If word comes in that a hurricane is developing, drivers should pay close attention to national and local weather channels for the latest updates to see what areas are expected to be impacted and when. The good news is storm trackers can identify a storm and its predicted path several days – sometimes even a week – before it makes landfall. By keeping up to date with the latest storm developments, fleets can make informed decisions and re-position trucks accordingly. If the storm is tracking near a drivers’ location, it’s important for them to keep tabs on the National Weather Center and Federal Emergency Management Administration (FEMA) for emergency service alerts.
If you’re in the bulls-eye of a hurricane, and on short notice, move equipment to high ground or areas that are less susceptible to flooding. With hurricane force winds, empty trailers are likely to be knocked over if they aren’t positioned correctly. To reduce trailer damage, park trailers as close together as possible, placing empty trailers in between loaded ones.
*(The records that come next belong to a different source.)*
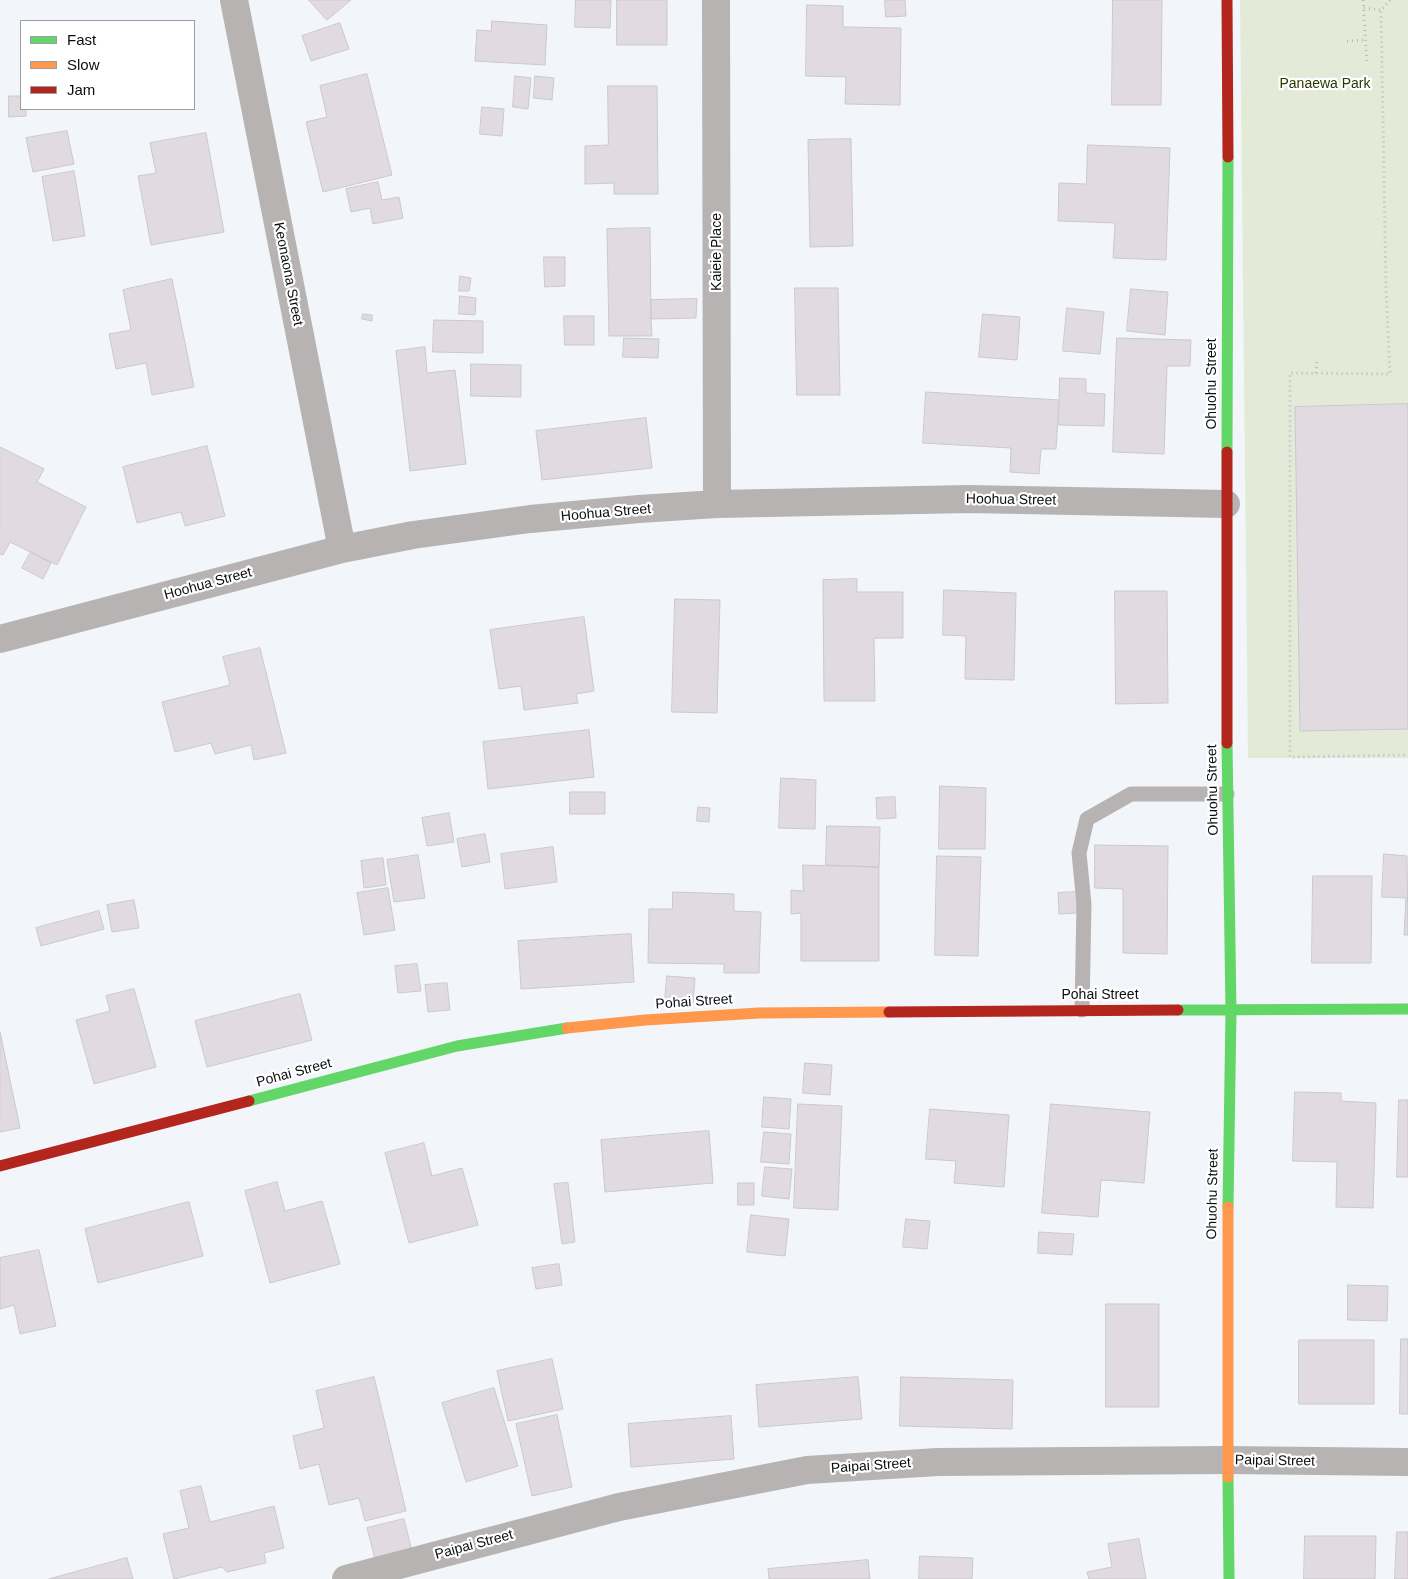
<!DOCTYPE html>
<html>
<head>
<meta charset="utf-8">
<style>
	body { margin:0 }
	#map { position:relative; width:1408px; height:1579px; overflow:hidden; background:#f2f6fa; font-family:Arial,sans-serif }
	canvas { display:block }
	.legend { position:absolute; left:20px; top:20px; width:175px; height:90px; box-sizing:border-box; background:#fff; border:1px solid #9d9e9f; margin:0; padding:6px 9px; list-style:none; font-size:15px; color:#0b0d10 }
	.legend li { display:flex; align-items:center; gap:10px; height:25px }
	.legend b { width:25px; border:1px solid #9d9e9f }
</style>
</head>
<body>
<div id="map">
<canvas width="1408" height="1579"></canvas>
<ul class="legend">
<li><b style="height:6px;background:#63d668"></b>Fast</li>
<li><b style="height:6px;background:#ff974d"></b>Slow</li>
<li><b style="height:6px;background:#b3261e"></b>Jam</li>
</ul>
</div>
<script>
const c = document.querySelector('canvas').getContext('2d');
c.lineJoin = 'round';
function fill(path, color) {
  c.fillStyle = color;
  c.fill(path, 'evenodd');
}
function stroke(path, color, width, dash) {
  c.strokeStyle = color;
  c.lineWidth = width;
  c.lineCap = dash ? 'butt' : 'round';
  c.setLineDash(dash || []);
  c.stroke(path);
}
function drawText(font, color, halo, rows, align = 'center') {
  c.font = font + ' Arial,sans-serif';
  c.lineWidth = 4.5;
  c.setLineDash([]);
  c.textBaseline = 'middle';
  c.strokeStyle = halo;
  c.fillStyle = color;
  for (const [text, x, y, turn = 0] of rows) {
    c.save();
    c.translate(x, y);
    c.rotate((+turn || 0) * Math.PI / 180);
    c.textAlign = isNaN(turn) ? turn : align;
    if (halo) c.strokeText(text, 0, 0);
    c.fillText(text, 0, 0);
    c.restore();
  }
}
fill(new Path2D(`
	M 1240,0 L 1408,0 L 1408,758 L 1248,758 Z`), '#e3ebd8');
const building = new Path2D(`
	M 309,0 L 351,0 L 327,20 Z
	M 576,0 L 611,0 L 610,28 L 575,27 Z
	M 617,0 L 667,0 L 667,45 L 617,45 Z
	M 885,0 L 905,0 L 906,16 L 886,17 Z
	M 1113,0 L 1162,0 L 1161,105 L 1112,105 Z
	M 807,5 L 843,6 L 843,27 L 901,28 L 900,105 L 845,104 L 846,77 L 806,76 Z
	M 492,21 L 547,25 L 545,65 L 475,61 L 477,30 L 491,31 Z
	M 340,23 L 349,49 L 311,61 L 302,36 Z
	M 367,74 L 392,175 L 323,192 L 306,122 L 327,117 L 320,86 Z
	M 515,76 L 531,78 L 528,109 L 513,107 Z
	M 535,76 L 554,78 L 552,100 L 534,98 Z
	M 608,86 L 657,86 L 658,194 L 614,194 L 614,183 L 585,184 L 585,146 L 608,145 Z
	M 9,96 L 21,96 L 21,109 L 26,109 L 26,116 L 9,117 Z
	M 482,107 L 504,109 L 502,136 L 480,134 Z
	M 67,131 L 74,164 L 33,172 L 26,138 Z
	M 206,133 L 224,232 L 151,245 L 138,176 L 156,173 L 150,143 Z
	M 851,139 L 853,246 L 810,247 L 808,140 Z
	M 1088,145 L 1170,148 L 1166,260 L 1113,258 L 1115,223 L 1058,221 L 1059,183 L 1086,184 Z
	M 74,171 L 85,236 L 53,241 L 42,177 Z
	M 378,182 L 382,200 L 399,197 L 403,218 L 373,224 L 370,208 L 351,212 L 346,189 Z
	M 650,228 L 651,319 L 652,336 L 609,336 L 607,229 Z
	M 544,257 L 565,257 L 565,286 L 545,287 Z
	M 460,276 L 471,278 L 469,291 L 459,291 Z
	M 172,279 L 194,387 L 152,395 L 146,363 L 116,369 L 109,334 L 131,330 L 123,290 Z
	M 795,288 L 838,288 L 840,395 L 797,395 Z
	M 1131,289 L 1168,292 L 1165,335 L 1127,331 Z
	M 460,296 L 476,298 L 475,315 L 459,314 Z
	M 697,299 L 696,318 L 651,319 L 651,300 Z
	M 1067,308 L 1104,312 L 1100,354 L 1063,351 Z
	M 363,314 L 372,315 L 372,321 L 362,319 Z
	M 983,314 L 1020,317 L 1017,360 L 979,357 Z
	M 564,316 L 594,316 L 594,345 L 565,345 Z
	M 434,320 L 483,321 L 483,353 L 433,352 Z
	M 624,338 L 659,339 L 658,358 L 623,357 Z
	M 1117,338 L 1191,340 L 1190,366 L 1167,366 L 1164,454 L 1113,452 Z
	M 425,347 L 427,373 L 455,370 L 466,464 L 410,471 L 396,351 Z
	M 471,364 L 521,365 L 521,397 L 471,396 Z
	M 1060,378 L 1086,379 L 1086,393 L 1105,394 L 1104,426 L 1059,425 Z
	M 926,392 L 1059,400 L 1056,449 L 1041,449 L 1039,474 L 1010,472 L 1011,448 L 923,443 Z
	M 1408,404 L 1408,729 L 1300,731 L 1295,407 Z
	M 646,418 L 652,468 L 542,480 L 536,431 Z
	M 207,446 L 225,516 L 185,526 L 181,512 L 137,523 L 123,467 Z
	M 0,447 L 44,469 L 37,482 L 86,507 L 57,565 L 10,542 L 3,555 L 0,554 Z
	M 31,552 L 51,563 L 43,579 L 22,568 Z
	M 857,579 L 857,592 L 903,592 L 903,638 L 874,638 L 875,701 L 824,701 L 823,580 Z
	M 944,590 L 1016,593 L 1014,680 L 965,679 L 966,636 L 943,635 Z
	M 1115,591 L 1167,591 L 1168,703 L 1116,704 Z
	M 675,599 L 720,600 L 717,713 L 672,712 Z
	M 584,617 L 594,691 L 576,694 L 578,703 L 524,710 L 521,686 L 499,689 L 490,630 Z
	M 260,648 L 286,753 L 254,760 L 251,745 L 215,754 L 211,743 L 175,752 L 162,702 L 230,685 L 223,657 Z
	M 589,730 L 594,777 L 488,789 L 483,742 Z
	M 781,778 L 816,780 L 815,829 L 779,828 Z
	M 940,786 L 986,788 L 985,849 L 939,849 Z
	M 570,792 L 605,792 L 605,814 L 570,814 Z
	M 895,797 L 896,818 L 877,819 L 876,798 Z
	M 698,807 L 710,808 L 709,822 L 697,821 Z
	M 449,813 L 454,842 L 427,846 L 422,818 Z
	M 827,826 L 880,827 L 879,867 L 826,865 Z
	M 485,834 L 490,862 L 462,867 L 457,839 Z
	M 1095,845 L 1168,846 L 1167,954 L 1123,953 L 1123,889 L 1095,888 Z
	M 553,847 L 557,882 L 505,889 L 501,854 Z
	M 1384,854 L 1407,856 L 1408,935 L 1404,935 L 1406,898 L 1382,897 Z
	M 418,855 L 425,898 L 394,902 L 387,860 Z
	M 937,856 L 981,857 L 978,956 L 935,955 Z
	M 383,858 L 386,885 L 364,888 L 361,861 Z
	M 803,865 L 879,867 L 879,961 L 801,961 L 801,913 L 791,914 L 791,890 L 803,891 Z
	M 1313,876 L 1372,876 L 1371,963 L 1312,963 Z
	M 388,888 L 395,930 L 364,935 L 357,893 Z
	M 673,892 L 734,894 L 734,911 L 761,912 L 759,973 L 724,973 L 724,964 L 648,963 L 649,909 L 672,909 Z
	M 1076,892 L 1077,913 L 1059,914 L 1058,893 Z
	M 134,900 L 139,928 L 112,932 L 107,905 Z
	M 99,911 L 104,929 L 41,946 L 36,928 Z
	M 631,934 L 634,982 L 521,989 L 518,941 Z
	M 417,964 L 421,991 L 398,993 L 395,966 Z
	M 667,976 L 695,978 L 693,1004 L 665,1002 Z
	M 447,983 L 450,1010 L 428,1012 L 425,985 Z
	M 134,989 L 156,1067 L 94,1084 L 76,1020 L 110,1011 L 106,996 Z
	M 300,994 L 312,1040 L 207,1067 L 195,1021 Z
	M 0,1032 L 20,1128 L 0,1132 Z
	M 805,1063 L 832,1065 L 830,1095 L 803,1093 Z
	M 1295,1092 L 1341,1093 L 1341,1101 L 1376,1103 L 1373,1208 L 1336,1207 L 1337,1162 L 1293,1161 Z
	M 764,1097 L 791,1099 L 789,1129 L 762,1127 Z
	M 1399,1100 L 1408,1100 L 1408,1177 L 1397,1177 Z
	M 798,1104 L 842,1106 L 838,1210 L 794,1208 Z
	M 1051,1104 L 1150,1112 L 1144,1183 L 1101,1180 L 1098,1217 L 1042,1213 Z
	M 930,1109 L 1009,1115 L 1004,1187 L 954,1183 L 956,1161 L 926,1159 Z
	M 709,1131 L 713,1183 L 605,1192 L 601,1140 Z
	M 764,1132 L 791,1134 L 789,1164 L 761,1162 Z
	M 424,1143 L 432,1176 L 462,1168 L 478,1225 L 409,1243 L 385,1153 Z
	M 765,1167 L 792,1169 L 789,1199 L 762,1196 Z
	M 277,1182 L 285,1211 L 322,1201 L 340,1264 L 270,1283 L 245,1191 Z
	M 568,1183 L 575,1242 L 562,1244 L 554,1184 Z
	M 738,1183 L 754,1183 L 754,1205 L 738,1205 Z
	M 189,1202 L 203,1256 L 98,1283 L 85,1229 Z
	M 751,1215 L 789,1219 L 785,1256 L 747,1252 Z
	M 906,1219 L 930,1221 L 927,1249 L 903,1247 Z
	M 1039,1232 L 1074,1234 L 1072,1255 L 1038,1253 Z
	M 39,1250 L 56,1326 L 20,1334 L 14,1305 L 0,1309 L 0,1258 Z
	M 559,1264 L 562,1285 L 536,1289 L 532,1268 Z
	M 1348,1285 L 1388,1286 L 1387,1321 L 1348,1320 Z
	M 1106,1304 L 1159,1304 L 1159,1407 L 1106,1407 Z
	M 1401,1339 L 1408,1339 L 1408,1414 L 1400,1414 Z
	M 1299,1340 L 1374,1340 L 1374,1404 L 1299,1404 Z
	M 552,1359 L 563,1409 L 508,1421 L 497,1371 Z
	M 374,1377 L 406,1511 L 365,1521 L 359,1498 L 329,1505 L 319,1464 L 300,1469 L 293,1436 L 324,1428 L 316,1391 Z
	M 858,1377 L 862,1419 L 759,1427 L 756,1385 Z
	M 901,1377 L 1013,1380 L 1012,1429 L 900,1426 Z
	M 494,1388 L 518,1466 L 466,1482 L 442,1403 Z
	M 557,1415 L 572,1487 L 532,1496 L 516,1424 Z
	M 731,1416 L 734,1459 L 631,1467 L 628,1424 Z
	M 201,1486 L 210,1522 L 274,1506 L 284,1548 L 264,1553 L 266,1563 L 227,1572 L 222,1567 L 174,1579 L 163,1534 L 189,1528 L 180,1491 Z
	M 404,1519 L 412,1551 L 375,1559 L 367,1528 Z
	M 1397,1532 L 1408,1532 L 1408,1579 L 1395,1579 Z
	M 1305,1536 L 1376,1536 L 1375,1579 L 1304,1579 Z
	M 1139,1539 L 1146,1579 L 1089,1579 L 1087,1572 L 1112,1567 L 1108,1544 Z
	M 920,1556 L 973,1558 L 972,1579 L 919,1579 Z
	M 127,1558 L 133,1579 L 49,1579 Z
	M 868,1560 L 870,1579 L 769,1579 L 768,1569 Z`);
fill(building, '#e2dae1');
stroke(building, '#c9c9cc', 1);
stroke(new Path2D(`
	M 1363,0 L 1367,62
	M 1390,0 L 1381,10 L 1386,287 L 1390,374 L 1290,373 L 1290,757 L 1408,755
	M 1364,8 L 1381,10
	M 1347,41 L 1366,40
	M 1316,373 L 1317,360`), '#bbbaba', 3, [1, 4]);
stroke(new Path2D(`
	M 1082,1010 L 1084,904 L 1079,853 L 1087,819 L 1131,794 L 1227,794`), '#b7b3b2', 15);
stroke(new Path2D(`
	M 234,0 L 342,549
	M 716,0 L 717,504
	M 0,639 L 342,549 L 413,535 L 530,519 L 639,509 L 717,504 L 969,499 L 1226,504
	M 346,1579 L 619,1507 L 807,1470 L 938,1462 L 1227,1460 L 1408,1462`), '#b7b3b2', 28);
stroke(new Path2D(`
	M 1227,452 L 1228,157
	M 1227,743 L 1231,1011 L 1228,1207
	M 1178,1010 L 1408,1009
	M 249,1101 L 457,1046 L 567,1028
	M 1228,1477 L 1229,1579`), '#63d668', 11);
stroke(new Path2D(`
	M 567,1028 L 645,1020 L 759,1013 L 889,1012
	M 1228,1207 L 1228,1477`), '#ff974d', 11);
stroke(new Path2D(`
	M 1227,0 L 1228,157
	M 1227,452 L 1227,743
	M 889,1012 L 1178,1010
	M 0,1166 L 249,1101`), '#b3261e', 11);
drawText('14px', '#2d3700', '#fff', [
	["Panaewa Park",1325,84]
]);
drawText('14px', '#0b0d10', '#fff', [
	["Kaieie Place",717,252,-90],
	["Keonaona Street",288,274,79],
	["Ohuohu Street",1212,384,-90],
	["Hoohua Street",1011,500,1],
	["Hoohua Street",606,513,-5],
	["Hoohua Street",208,584,-15],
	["Ohuohu Street",1213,790,-91],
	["Pohai Street",1100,995],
	["Pohai Street",694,1002,-4],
	["Pohai Street",294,1073,-15],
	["Ohuohu Street",1213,1194,-89],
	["Paipai Street",1275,1461,1],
	["Paipai Street",871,1466,-4],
	["Paipai Street",474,1545,-15]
]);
</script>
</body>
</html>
For some drivers, there’s no way around getting caught up in a storm or dealing with the aftermath. And if drivers find themselves in a situation where they become stranded, they’ll want to have a stash of emergency supplies on board to help them through it. These items include an ample supply of bottled water, non-perishable food items, rain gear, flashlights, a multi-purpose tool, a first-aid kit, and extra cash on hand. The Red Cross has a handy list of items worth considering packing.
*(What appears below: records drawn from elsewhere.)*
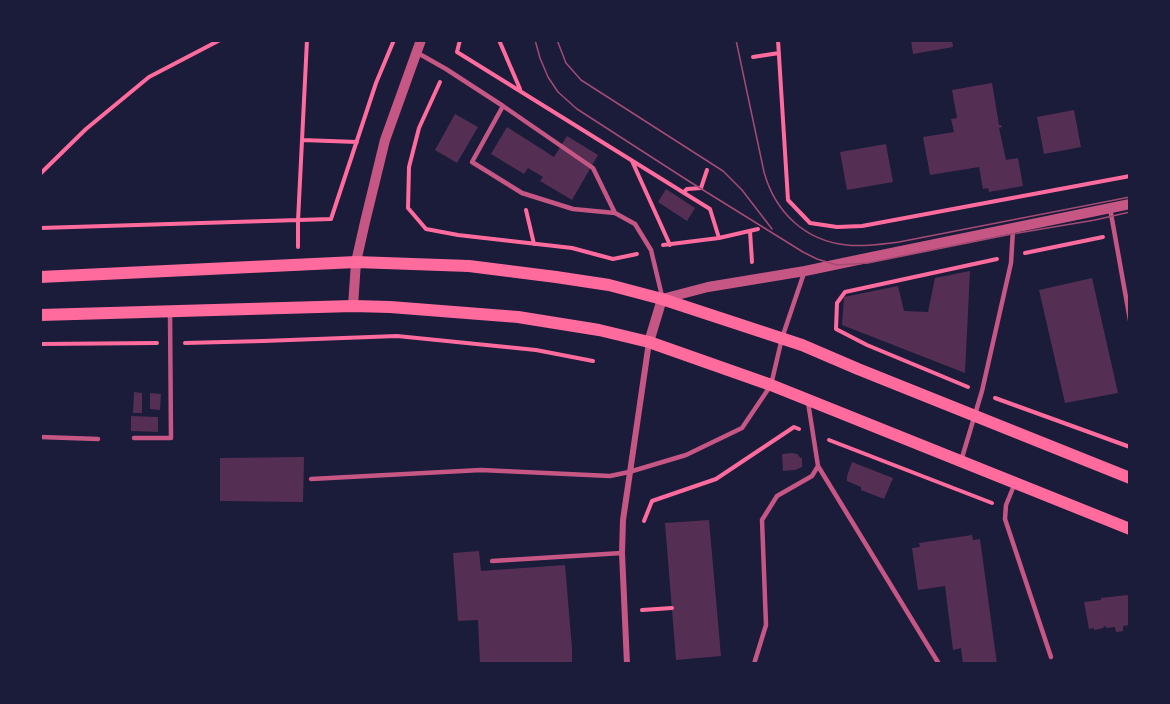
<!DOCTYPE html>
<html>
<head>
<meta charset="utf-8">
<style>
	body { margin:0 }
	#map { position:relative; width:1170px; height:704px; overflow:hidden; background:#1b1b3a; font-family:"Alegreya Sans",sans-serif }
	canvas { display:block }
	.frame { position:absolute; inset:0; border:42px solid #1b1b3a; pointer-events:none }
</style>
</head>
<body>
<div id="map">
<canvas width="1170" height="704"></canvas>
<div class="frame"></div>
</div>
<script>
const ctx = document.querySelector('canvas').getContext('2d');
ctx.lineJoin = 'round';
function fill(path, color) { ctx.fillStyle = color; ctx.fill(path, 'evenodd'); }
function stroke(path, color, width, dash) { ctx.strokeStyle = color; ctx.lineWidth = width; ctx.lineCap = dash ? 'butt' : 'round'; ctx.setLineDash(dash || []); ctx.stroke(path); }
fill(new Path2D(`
	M911,40H952L953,47L913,54Z
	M992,83L999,125H1001L1002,127L999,128L1006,160L1018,158L1023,186L989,192L988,188L983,189L979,167L930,175L923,137L954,132L951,119L957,118L952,90Z
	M1074,110L1081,147L1044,154L1037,117Z
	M455,114L478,127L457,163L435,150Z
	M507,127L554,157L567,136L598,155L572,200L540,181L543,177L528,168L524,174L491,154Z
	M886,144L893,182L847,190L840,152Z
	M666,189L695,208L687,221L658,202Z
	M970,271L965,373L842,325L844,297L898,286L904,311L928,312L935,278Z
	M1092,278L1118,393L1065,403L1039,290Z
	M134,392L142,393V413H133Z
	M150,393L161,394L160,410L150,409Z
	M131,416L158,417V432L131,431Z
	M792,453L797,454L802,459V467L795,470L783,471L782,454Z
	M304,457L303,502L220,501V458Z
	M852,462L893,478L884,499L861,490V487L847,481V476Z
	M709,520L721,656L676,660L665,523Z
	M972,535L973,540L980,539L997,664H963L961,648L953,650L945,586L918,590L912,548L920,547L919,543Z
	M479,551L481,571L565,565L572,648V664H480L478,620L458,621L453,553Z
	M1127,595L1128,596H1130V625L1123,626V631L1116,632L1115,627L1106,628V626L1103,627L1104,628L1094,630V628L1089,629L1084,602L1101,600V598Z`), '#542f53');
stroke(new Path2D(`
	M460,40L457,52L710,209L719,238
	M499,40L520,89
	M778,40L788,200L810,223L837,227L862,226L1130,176
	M753,57L779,53
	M440,82L419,128L409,167L408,208L426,229L458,235L572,248L613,259L637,254
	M302,140L357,142
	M632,161L670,245
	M40,174L86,129L149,77L220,40
	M684,192L687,189L701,188L707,170
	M526,210L534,244
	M40,228L331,219L376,83L394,40
	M750,231L752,262
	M663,245L719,238L758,229
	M298,247V221L307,40
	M1025,253L1103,237
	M185,343L263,341L397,336L536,350L593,361
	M40,344L157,343
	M968,387L867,345L836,329L837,303L845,292L997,259
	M995,398L1130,447
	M829,440L992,503
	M644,521L652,501L716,479L794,427L799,429
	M642,610L672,608`), '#ff6b9d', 4);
stroke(new Path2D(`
	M416,52L446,69L503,106L472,162L522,193L573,209L615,213L635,224L651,250L662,296
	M503,106L593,168L615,213
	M1110,208L1130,320
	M40,437L98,439
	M134,438H171L170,312
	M961,461L982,391L1011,263L1013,230
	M818,466L939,664
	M311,479L481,470L610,476L629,472L686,455L742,428L771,385L782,338L804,273
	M1015,483L1006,505L1005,519L1051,657
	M492,561L622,553
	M754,664L766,625L762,520L777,496L812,476L818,466L808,402`), '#c65784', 4.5);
stroke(new Path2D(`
	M627,664L622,553L623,520L649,342`), '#c65784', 6);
stroke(new Path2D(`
	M353,306L356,262L365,222L385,140L421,40
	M649,342L662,299L708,287L805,271L867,258L1130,204`), '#c65784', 10);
stroke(new Path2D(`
	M40,277L356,262L469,266L556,277L609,285L662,299L802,345L858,369L1130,478
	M40,315L353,306L390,307L518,317L599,330L649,342L771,385L1130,529`), '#ff6b9d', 12);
stroke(new Path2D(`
	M535,40L540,58L548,77L558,92L577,109L687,180L803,252L817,259L837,265L868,263L1012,234L1095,220L1130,212
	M557,40L566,63L581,80L723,171L742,190L772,229
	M736,40L764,172C775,212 805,241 847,245C864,247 882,244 899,242L1130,197`), '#a44b75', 1.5);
</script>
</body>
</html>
It seems like every tropical storm event brings with it a story about stranded truck drivers. When tropical storm Imelda made landfall in Texas a few years ago, a commercial truck driver hauling food products was caught in severe flooding, leaving him stranded along with 200 other drivers, for 36 hours. In response, he took matters into his own hands to help feed others who were stranded. While this driver happened to have a truckload of food on hand, most caught in this situation aren’t so lucky.
Dealing with the aftermath
Even when the weather clears up, drivers still need to be wary. Downed trees, powerlines, and flooding pose a serious risk to equipment and drivers. It can be hard to tell how deep the water is on flooded roads, and if they drive through water that gets too deep, that can be a costly mistake. It can be days, weeks, or longer for proper repairs to be made to roadways or for flooding to recede, so it’s important for drivers to keep up with the local news and road conditions.
To help drivers navigate potential roadway hazards, fleets subscribed to Drivewyze Safety+ can create custom hazard notifications for drivers by geofencing reported obstacles like downed powerlines/trees or flooded roads so that drivers are aware of what’s ahead and can change course if possible. During hurricane season or when other inclement weather is present, fleets can remind drivers to bring emergency packs with them prior to exiting ‘home base’ by creating custom zones through Safety+ at company headquarters or terminals. It’s an easy way to remind drivers to be prepared before they head out for a trip.
Stay alert and be ready this hurricane season. Make sure your drivers are prepared to handle what Mother Nature may throw their way.